WHAT YOU SHOULD DO
Would you print every entry exactly as it appears?

INPUT DATA
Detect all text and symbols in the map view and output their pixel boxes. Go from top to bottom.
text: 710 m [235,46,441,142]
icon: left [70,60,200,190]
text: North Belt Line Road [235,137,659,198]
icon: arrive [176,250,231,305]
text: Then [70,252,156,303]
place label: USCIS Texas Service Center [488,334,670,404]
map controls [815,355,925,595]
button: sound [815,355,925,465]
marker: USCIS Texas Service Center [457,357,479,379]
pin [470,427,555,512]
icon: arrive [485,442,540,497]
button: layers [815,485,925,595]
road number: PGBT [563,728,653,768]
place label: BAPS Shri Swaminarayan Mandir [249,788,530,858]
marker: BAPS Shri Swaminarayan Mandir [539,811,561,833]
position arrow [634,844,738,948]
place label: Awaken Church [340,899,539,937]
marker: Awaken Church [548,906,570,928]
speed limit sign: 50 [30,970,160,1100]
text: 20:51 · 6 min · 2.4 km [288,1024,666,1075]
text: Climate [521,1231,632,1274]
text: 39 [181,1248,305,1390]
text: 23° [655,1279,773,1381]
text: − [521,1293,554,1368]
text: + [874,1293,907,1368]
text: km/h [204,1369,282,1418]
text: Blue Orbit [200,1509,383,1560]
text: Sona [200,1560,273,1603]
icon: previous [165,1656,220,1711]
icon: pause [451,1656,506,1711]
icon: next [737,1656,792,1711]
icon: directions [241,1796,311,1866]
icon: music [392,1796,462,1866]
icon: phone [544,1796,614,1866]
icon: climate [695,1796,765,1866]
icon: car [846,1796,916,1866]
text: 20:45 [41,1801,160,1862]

WRITTEN REPLY
Detect all text and symbols in the map view and output their pixel boxes. Go from top to bottom.
text: 710 m [235,46,441,142]
icon: left [70,60,200,190]
text: North Belt Line Road [235,137,659,198]
icon: arrive [176,250,231,305]
text: Then [70,252,156,303]
place label: USCIS Texas Service Center [488,334,670,404]
map controls [815,355,925,595]
button: sound [815,355,925,465]
marker: USCIS Texas Service Center [457,357,479,379]
pin [470,427,555,512]
icon: arrive [485,442,540,497]
button: layers [815,485,925,595]
road number: PGBT [563,728,653,768]
place label: BAPS Shri Swaminarayan Mandir [249,788,530,858]
marker: BAPS Shri Swaminarayan Mandir [539,811,561,833]
position arrow [634,844,738,948]
place label: Awaken Church [340,899,539,937]
marker: Awaken Church [548,906,570,928]
speed limit sign: 50 [30,970,160,1100]
text: 20:51 · 6 min · 2.4 km [288,1024,666,1075]
text: Climate [521,1231,632,1274]
text: 39 [181,1248,305,1390]
text: 23° [655,1279,773,1381]
text: − [521,1293,554,1368]
text: + [874,1293,907,1368]
text: km/h [204,1369,282,1418]
text: Blue Orbit [200,1509,383,1560]
text: Sona [200,1560,273,1603]
icon: previous [165,1656,220,1711]
icon: pause [451,1656,506,1711]
icon: next [737,1656,792,1711]
icon: directions [241,1796,311,1866]
icon: music [392,1796,462,1866]
icon: phone [544,1796,614,1866]
icon: climate [695,1796,765,1866]
icon: car [846,1796,916,1866]
text: 20:45 [41,1801,160,1862]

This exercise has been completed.